▶ _Problem to work on_: In the listing below, write out exactly each line from the first through the one containing "0 3.5px,transparent 0".

▶ _Provided data_:
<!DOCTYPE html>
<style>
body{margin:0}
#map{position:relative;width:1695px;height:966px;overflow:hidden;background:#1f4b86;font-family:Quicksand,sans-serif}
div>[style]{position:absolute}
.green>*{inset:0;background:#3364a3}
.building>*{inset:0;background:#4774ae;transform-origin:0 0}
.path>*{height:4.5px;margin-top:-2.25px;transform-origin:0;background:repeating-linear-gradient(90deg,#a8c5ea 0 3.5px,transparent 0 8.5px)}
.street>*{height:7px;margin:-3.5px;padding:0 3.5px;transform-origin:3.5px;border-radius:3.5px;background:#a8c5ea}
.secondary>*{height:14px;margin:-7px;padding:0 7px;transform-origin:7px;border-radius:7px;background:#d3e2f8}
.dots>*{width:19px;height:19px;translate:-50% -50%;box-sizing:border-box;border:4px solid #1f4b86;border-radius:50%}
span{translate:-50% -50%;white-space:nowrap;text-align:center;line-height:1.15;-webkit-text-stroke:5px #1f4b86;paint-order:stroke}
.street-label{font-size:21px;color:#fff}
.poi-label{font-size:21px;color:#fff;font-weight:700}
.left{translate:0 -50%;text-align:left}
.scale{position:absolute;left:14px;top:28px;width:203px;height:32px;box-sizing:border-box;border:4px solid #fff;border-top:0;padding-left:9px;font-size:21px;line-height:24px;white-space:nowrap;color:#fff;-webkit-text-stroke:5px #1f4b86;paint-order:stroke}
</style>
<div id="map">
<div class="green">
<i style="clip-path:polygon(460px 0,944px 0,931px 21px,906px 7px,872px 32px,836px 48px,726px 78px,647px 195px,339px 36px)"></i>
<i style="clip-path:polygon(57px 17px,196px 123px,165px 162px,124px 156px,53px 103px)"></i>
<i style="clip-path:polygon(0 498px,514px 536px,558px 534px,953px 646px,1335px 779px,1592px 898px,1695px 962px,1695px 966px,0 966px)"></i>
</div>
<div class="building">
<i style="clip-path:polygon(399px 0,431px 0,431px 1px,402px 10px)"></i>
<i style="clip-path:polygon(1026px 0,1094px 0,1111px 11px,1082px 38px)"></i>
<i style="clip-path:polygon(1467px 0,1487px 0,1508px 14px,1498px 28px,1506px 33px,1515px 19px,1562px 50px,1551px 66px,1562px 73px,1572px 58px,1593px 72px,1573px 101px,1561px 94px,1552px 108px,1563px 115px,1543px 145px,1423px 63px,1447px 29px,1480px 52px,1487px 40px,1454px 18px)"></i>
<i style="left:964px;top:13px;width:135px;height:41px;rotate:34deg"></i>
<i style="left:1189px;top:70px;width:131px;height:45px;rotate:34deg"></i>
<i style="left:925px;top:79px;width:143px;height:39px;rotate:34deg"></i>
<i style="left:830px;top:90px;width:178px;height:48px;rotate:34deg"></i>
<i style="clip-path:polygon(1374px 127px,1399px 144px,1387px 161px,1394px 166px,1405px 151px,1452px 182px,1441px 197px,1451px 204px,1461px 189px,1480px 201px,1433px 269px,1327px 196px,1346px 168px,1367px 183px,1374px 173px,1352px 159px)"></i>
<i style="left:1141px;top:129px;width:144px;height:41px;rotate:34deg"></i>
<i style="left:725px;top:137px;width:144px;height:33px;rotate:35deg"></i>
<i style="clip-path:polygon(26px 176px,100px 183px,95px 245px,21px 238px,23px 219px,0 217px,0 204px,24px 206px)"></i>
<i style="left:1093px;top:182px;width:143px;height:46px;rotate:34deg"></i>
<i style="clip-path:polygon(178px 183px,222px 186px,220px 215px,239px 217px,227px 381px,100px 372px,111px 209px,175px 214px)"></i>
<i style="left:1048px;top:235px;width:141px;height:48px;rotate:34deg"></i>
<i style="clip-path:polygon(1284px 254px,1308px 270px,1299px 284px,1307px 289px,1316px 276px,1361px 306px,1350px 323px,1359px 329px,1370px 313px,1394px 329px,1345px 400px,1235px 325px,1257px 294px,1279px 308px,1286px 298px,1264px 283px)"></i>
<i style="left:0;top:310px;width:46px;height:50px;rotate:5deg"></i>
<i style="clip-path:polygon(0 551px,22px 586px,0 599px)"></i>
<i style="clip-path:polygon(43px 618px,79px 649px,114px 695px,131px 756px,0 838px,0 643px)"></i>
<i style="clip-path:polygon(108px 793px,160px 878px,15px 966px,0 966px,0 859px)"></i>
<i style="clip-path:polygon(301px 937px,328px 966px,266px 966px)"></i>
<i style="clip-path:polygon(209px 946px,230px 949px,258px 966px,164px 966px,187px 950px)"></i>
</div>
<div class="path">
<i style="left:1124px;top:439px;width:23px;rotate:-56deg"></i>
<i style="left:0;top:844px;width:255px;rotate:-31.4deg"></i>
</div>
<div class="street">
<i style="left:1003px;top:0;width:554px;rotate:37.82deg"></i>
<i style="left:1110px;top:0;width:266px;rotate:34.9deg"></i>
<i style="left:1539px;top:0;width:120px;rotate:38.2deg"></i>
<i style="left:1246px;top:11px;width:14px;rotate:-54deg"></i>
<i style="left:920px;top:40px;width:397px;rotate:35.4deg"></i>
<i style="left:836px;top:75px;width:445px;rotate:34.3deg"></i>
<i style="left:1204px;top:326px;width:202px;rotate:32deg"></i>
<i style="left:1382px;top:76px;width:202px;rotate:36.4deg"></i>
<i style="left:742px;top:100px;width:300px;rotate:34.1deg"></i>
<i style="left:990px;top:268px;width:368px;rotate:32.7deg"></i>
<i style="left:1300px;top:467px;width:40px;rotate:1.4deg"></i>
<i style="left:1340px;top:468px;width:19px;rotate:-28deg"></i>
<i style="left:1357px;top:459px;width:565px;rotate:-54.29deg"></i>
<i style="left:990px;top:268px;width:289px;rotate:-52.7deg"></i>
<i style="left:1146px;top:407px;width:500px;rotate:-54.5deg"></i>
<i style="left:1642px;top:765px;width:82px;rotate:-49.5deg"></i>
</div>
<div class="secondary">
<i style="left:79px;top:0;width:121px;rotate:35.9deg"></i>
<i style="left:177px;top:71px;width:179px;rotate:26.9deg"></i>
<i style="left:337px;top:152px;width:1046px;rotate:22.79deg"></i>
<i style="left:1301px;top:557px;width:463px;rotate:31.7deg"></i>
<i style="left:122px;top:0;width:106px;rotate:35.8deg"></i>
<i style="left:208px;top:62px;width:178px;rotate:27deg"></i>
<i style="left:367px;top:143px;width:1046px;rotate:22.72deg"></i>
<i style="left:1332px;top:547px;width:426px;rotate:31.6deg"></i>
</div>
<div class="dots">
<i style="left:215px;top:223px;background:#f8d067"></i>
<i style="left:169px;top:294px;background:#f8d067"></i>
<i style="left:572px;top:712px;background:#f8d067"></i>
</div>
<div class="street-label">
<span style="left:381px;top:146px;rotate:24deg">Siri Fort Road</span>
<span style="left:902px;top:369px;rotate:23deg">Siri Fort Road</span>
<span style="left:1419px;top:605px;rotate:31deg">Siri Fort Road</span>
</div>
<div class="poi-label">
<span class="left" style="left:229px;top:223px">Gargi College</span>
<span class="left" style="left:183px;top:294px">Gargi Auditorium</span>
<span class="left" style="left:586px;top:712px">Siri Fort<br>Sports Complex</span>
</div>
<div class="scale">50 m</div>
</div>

▶ _Output below_:
<!DOCTYPE html>
<style>
body{margin:0}
#map{position:relative;width:1695px;height:966px;overflow:hidden;background:#1f4b86;font-family:Quicksand,sans-serif}
div>[style]{position:absolute}
.green>*{inset:0;background:#3364a3}
.building>*{inset:0;background:#4774ae;transform-origin:0 0}
.path>*{height:4.5px;margin-top:-2.25px;transform-origin:0;background:repeating-linear-gradient(90deg,#a8c5ea 0 3.5px,transparent 0 8.5px)}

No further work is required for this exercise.